● **Collected data**
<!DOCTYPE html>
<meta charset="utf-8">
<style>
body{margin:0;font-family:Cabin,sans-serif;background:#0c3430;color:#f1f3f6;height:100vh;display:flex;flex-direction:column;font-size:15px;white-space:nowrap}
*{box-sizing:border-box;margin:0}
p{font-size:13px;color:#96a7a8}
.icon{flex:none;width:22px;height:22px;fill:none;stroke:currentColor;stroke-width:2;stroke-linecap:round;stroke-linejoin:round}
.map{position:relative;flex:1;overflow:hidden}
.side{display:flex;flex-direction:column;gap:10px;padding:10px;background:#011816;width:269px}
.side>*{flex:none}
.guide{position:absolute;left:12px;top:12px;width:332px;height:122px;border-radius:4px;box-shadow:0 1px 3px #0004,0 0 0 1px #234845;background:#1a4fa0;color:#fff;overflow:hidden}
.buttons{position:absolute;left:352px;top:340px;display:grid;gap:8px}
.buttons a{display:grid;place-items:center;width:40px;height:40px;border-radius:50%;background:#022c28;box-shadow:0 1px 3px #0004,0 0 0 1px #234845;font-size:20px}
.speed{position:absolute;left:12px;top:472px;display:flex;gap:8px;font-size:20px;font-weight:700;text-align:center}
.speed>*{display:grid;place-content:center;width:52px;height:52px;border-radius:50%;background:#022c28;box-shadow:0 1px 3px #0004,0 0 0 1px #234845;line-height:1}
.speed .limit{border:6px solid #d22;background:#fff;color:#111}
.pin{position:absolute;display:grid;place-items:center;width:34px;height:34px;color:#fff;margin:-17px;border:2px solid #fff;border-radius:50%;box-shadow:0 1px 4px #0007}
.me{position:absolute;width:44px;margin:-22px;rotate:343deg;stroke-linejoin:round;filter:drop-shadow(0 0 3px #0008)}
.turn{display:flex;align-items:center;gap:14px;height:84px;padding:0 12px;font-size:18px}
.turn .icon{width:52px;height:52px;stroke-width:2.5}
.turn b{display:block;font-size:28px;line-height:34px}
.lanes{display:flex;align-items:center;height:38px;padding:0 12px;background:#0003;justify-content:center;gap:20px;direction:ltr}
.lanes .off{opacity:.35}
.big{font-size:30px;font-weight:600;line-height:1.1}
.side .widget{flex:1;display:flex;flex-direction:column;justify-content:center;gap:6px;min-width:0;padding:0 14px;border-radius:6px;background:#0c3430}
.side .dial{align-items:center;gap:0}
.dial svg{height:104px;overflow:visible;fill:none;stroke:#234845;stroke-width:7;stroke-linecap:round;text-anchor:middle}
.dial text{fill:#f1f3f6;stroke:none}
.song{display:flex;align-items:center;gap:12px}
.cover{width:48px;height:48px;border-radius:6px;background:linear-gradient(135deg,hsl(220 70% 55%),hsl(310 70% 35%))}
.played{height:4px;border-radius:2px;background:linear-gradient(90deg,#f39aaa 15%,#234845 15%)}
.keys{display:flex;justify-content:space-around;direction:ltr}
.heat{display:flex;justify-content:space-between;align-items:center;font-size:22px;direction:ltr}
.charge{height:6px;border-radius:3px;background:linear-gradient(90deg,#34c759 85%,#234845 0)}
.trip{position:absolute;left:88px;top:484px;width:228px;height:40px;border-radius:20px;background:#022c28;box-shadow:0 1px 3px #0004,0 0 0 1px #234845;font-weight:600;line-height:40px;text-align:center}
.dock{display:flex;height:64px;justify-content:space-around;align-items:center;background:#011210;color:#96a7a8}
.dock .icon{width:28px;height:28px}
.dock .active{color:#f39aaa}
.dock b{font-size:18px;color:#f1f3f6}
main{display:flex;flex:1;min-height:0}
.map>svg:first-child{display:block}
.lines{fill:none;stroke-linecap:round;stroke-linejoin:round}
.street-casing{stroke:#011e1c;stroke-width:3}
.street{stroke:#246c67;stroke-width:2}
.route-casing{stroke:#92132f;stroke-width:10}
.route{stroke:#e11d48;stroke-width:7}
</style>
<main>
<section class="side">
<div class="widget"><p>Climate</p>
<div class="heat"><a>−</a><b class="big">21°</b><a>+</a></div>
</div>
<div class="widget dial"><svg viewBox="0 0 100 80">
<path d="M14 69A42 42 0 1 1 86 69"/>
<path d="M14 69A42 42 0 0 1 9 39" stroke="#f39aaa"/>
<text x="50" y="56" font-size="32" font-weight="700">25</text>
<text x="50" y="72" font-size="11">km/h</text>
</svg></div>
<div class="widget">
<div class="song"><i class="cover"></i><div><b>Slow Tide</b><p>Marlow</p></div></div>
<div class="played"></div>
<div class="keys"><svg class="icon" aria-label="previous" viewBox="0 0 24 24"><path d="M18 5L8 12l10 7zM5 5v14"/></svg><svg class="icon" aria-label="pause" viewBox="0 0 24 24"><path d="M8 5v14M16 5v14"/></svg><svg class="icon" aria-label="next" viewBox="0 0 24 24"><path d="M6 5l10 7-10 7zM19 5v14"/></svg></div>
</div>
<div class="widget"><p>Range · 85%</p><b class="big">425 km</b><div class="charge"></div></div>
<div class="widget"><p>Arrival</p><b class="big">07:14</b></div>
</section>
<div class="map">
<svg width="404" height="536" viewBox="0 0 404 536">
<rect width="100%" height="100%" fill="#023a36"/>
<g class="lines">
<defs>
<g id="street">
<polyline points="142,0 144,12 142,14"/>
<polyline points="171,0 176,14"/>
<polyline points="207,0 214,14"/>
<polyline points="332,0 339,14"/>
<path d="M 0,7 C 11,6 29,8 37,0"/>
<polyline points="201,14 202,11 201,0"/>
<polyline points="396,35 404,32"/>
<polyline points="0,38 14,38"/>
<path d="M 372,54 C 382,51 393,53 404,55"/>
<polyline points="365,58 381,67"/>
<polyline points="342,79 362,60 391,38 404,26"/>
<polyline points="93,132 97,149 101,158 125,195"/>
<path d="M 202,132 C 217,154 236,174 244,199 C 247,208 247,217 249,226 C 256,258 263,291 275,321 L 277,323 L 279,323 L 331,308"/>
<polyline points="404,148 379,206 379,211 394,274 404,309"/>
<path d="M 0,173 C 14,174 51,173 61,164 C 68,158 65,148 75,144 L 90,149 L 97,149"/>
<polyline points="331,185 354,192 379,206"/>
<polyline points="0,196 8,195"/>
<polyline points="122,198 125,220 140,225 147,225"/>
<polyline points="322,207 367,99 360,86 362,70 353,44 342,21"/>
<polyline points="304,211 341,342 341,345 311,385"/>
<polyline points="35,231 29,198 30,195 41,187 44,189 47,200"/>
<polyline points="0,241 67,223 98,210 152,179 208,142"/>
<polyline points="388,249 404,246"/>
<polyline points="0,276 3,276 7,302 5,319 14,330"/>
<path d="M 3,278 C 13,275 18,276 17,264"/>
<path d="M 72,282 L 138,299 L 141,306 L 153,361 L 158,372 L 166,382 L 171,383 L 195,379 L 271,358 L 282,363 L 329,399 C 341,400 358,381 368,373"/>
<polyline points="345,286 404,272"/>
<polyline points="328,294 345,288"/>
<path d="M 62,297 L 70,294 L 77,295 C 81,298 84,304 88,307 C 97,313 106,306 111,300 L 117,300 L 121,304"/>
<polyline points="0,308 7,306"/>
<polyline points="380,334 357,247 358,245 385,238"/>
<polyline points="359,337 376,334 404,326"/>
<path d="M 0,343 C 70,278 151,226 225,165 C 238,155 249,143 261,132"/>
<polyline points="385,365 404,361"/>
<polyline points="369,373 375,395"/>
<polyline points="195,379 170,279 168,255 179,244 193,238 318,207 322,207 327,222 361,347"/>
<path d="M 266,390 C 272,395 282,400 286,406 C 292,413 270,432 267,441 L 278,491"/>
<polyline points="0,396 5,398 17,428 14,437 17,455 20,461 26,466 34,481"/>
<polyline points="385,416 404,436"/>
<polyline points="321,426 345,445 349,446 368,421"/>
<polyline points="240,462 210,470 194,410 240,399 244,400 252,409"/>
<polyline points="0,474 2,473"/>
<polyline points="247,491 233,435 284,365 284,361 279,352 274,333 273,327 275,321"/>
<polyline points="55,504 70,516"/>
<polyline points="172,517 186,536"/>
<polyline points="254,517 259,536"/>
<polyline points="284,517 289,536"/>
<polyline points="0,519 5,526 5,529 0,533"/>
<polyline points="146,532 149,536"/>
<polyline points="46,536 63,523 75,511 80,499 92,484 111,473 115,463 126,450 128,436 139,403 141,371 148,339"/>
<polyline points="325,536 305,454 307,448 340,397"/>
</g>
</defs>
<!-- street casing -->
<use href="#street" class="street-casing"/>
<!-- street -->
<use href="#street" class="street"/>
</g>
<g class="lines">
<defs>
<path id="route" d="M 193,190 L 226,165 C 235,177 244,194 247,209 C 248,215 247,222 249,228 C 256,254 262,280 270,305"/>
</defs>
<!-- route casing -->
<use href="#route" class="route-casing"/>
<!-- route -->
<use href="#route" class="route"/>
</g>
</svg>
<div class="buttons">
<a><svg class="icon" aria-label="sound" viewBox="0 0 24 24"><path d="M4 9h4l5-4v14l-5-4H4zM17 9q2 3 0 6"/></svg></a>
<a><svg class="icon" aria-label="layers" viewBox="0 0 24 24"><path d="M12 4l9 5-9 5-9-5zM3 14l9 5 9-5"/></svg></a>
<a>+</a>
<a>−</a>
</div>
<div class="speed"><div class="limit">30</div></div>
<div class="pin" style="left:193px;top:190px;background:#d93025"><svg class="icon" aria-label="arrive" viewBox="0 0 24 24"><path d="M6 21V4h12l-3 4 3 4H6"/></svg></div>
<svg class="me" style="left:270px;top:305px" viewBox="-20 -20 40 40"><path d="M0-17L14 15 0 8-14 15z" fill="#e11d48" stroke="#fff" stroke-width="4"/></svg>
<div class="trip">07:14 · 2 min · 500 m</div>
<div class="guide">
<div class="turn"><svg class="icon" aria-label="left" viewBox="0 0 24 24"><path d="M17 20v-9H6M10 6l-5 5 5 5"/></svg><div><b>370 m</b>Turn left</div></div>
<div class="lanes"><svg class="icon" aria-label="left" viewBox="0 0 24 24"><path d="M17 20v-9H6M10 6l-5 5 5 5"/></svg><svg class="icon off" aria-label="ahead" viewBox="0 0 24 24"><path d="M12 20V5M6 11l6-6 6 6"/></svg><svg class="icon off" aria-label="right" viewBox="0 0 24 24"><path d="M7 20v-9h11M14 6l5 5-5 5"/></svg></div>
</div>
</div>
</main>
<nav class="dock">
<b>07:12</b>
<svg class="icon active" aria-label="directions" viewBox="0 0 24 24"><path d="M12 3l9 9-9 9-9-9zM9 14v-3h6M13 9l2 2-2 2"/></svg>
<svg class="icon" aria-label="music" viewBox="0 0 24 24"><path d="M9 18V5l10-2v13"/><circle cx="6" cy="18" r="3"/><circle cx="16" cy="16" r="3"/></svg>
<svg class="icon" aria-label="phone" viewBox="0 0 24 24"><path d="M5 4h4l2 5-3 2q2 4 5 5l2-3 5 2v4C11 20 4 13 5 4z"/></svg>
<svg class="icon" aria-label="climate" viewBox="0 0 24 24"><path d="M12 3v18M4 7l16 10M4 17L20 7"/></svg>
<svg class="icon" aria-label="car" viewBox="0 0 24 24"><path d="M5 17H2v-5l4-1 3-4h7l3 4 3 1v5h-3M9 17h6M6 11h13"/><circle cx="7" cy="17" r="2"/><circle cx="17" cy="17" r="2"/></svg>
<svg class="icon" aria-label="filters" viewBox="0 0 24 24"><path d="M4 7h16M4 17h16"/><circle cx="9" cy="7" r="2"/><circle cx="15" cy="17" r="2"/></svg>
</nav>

● **Try it**
Respond with nothing but the number of lines in the data above that include the word "solid".

● **Problem solution**
2